---------- RECORDS FOR THE TASK
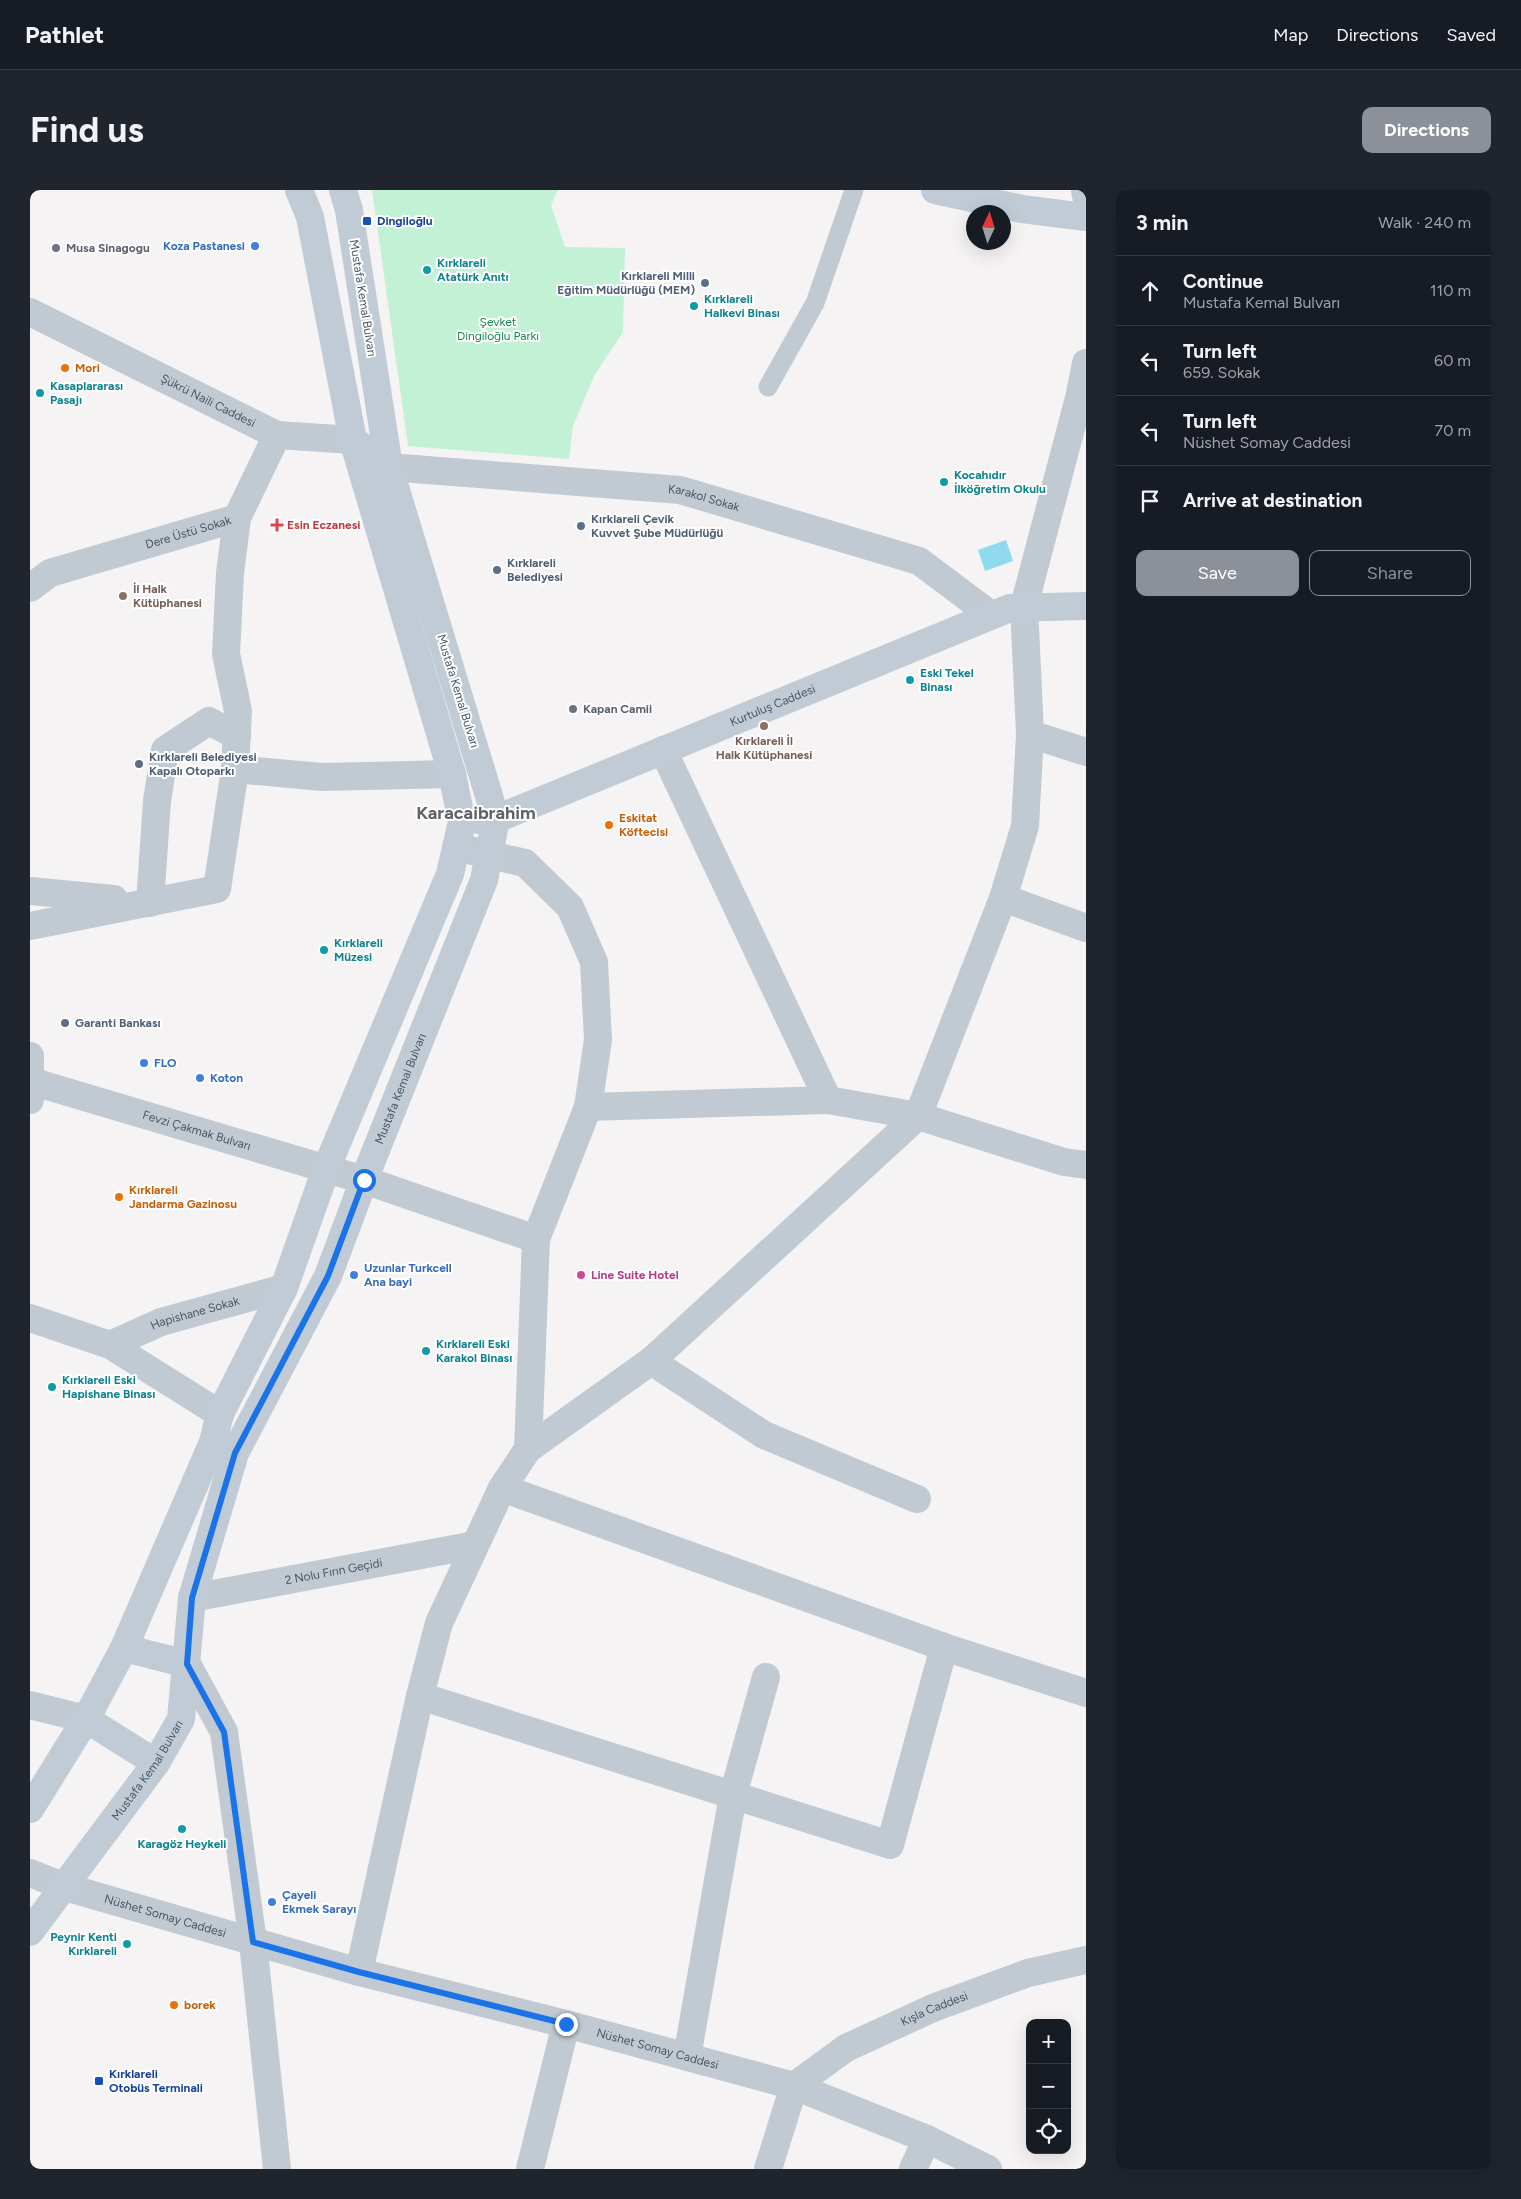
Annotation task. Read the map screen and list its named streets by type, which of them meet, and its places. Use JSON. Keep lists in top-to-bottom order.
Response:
{
  "streets": {
    "main road": ["Mustafa Kemal Bulvarı", "Kurtuluş Caddesi"],
    "street": [
      "Şükrü Naili Caddesi",
      "Karakol Sokak",
      "Dere Üstü Sokak",
      "Fevzi Çakmak Bulvarı",
      "Hapishane Sokak",
      "2 Nolu Fırın Geçidi",
      "Nüshet Somay Caddesi",
      "Kışla Caddesi"
    ]
  },
  "crossings": [
    ["Mustafa Kemal Bulvarı", "Karakol Sokak"],
    ["Mustafa Kemal Bulvarı", "Kurtuluş Caddesi"],
    ["Mustafa Kemal Bulvarı", "Fevzi Çakmak Bulvarı"],
    ["Mustafa Kemal Bulvarı", "2 Nolu Fırın Geçidi"],
    ["Mustafa Kemal Bulvarı", "Nüshet Somay Caddesi"],
    ["Şükrü Naili Caddesi", "Dere Üstü Sokak"],
    ["Karakol Sokak", "Kurtuluş Caddesi"],
    ["Nüshet Somay Caddesi", "Kışla Caddesi"]
  ],
  "districts": ["Karacaibrahim"],
  "parks": ["Şevket Dingiloğlu Parkı"],
  "places": {
    "transit": ["Dingiloğlu", "Kırklareli Otobüs Terminali"],
    "other": [
      "Koza Pastanesi",
      "Musa Sinagogu",
      "Kırklareli Atatürk Anıtı",
      "Kırklareli Milli Eğitim Müdürlüğü (MEM)",
      "Kırklareli Halkevi Binası",
      "Mori",
      "Kasaplararası Pasajı",
      "Kocahıdır İlköğretim Okulu",
      "Kırklareli Çevik Kuvvet Şube Müdürlüğü",
      "Kırklareli Belediyesi",
      "İl Halk Kütüphanesi",
      "Eski Tekel Binası",
      "Kapan Camii",
      "Kırklareli İl Halk Kütüphanesi",
      "Kırklareli Belediyesi Kapalı Otoparkı",
      "Eskitat Köftecisi",
      "Kırklareli Müzesi",
      "Garanti Bankası",
      "FLO",
      "Koton",
      "Kırklareli Jandarma Gazinosu",
      "Uzunlar Turkcell Ana bayi",
      "Line Suite Hotel",
      "Kırklareli Eski Karakol Binası",
      "Kırklareli Eski Hapishane Binası",
      "Karagöz Heykeli",
      "Çayeli Ekmek Sarayı",
      "Peynir Kenti Kırklareli",
      "borek"
    ],
    "health": ["Esin Eczanesi"]
  },
  "north": "top",
  "page": {
    "header": "Pathlet",
    "nav": ["Map", "Directions", "Saved"],
    "buttons": [
      "Directions",
      ["Save", "Share"]
    ],
    "title": "Find us",
    "heading": ["3 min", "Walk · 240 m"],
    "list": [
      ["Continue", "Mustafa Kemal Bulvarı", "110 m"],
      ["Turn left", "659. Sokak", "60 m"],
      ["Turn left", "Nüshet Somay Caddesi", "70 m"],
      "Arrive at destination"
    ],
    "map_buttons": ["+", "−"]
  }
}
--------------------
**PROBLEM DETAILS**. Where a line of the data above includes "Caddesi", copy that line.

**WRITTEN RESPONSE**.
    "main road": ["Mustafa Kemal Bulvarı", "Kurtuluş Caddesi"],
      "Şükrü Naili Caddesi",
      "Nüshet Somay Caddesi",
      "Kışla Caddesi"
    ["Mustafa Kemal Bulvarı", "Kurtuluş Caddesi"],
    ["Mustafa Kemal Bulvarı", "Nüshet Somay Caddesi"],
    ["Şükrü Naili Caddesi", "Dere Üstü Sokak"],
    ["Karakol Sokak", "Kurtuluş Caddesi"],
    ["Nüshet Somay Caddesi", "Kışla Caddesi"]
      ["Turn left", "Nüshet Somay Caddesi", "70 m"],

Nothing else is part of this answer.